A new World Bank report paints a grim picture of the short-term economic outlook for poor nations. Simultaneous downturns in the US, Europe and Japan will result in developing country growth falling to 2.9 percent in 2001, only just over half the level recorded the year before. Latin America, East Asia, and Sub-Saharan Africa are being particularly hard hit. Nonetheless, if industrial countries begin to recover by mid-2002, growth in developing countries should pick-up again in 2002.

These sober conclusions are contained in 'Global Economic Prospects and the Developing Countries 2002: Making Trade Work for the World's Poor', the World Bank's yearly report on prospects for developing countries.

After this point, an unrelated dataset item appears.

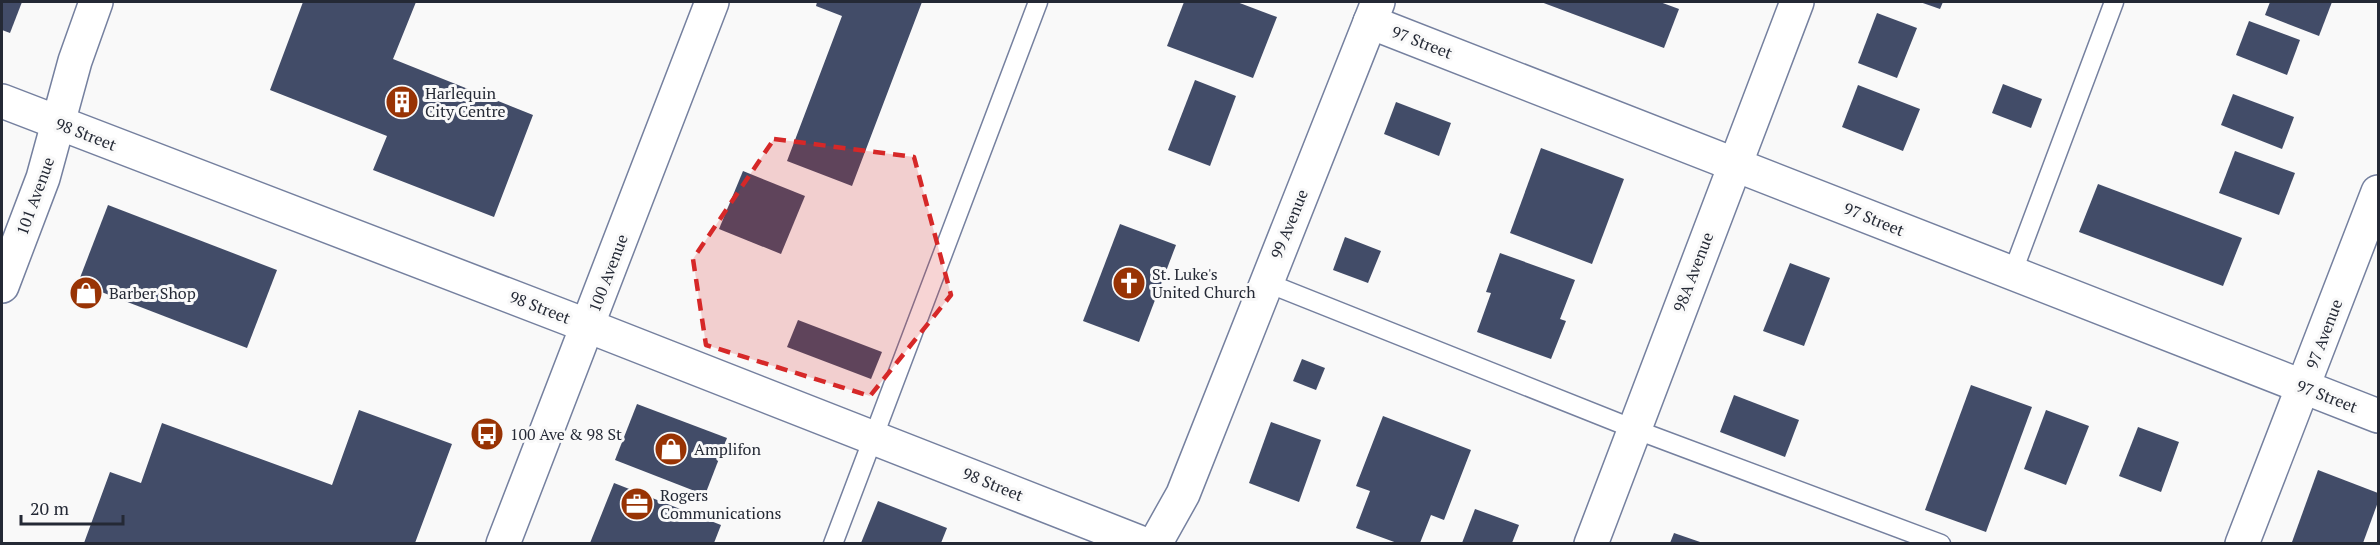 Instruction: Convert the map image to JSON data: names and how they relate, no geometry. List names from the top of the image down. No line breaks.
{"streets":{"street":["97 Street","98 Street","101 Avenue","99 Avenue","98A Avenue","100 Avenue","97 Avenue"]},"crossings":[["97 Street","99 Avenue"],["97 Street","98A Avenue"],["97 Street","97 Avenue"],["98 Street","101 Avenue"],["98 Street","100 Avenue"]],"places":{"building":["Harlequin City Centre"],"church":["St. Luke's United Church"],"shop":["Barber Shop","Amplifon"],"bus stop":["100 Ave & 98 St"],"office":["Rogers Communications"]},"scale_bar":"20 m"}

On top of the slowdown have come the terrorist attacks whose knock-on effects are expected to a widespread depressive influence on economic prospects almost everywhere.

However, removing barriers to trade, the topic of current WTO meetings in Doha, could boost the long-term prospects of developing countries significantly, the report suggests. Reshaping the world's trade system and reducing barriers to trade could accelerate medium-term growth and reduce poverty around the world, it concludes.

Expanding trade could well increase annual GDP growth by an additional 0.5 percent over the long run. By 2015 this could lift an additional 300 million people out of poverty over and above the 600 million who should be helped on current growth rates. Developing countries stand to gain an estimated $1.5 trillion of additional income in the 10 years after liberalisation policies are begun while developed countries would see their incomes rise by some $1.3 trillion, the Bank says.

"To make this happen, the developed countries have to be willing to put agriculture and textiles on the negotiating table because those are the products that the world's poor produce," says Uri Dadush, Director of the World Bank's Economic Policy and Prospects Group. "A round that brings down barriers in agriculture, advances the timetable on textiles, and agrees to curtail antidumping at the same time as it takes up the concerns of the industrialised countries, has the potential for being a true 'Development Round.'"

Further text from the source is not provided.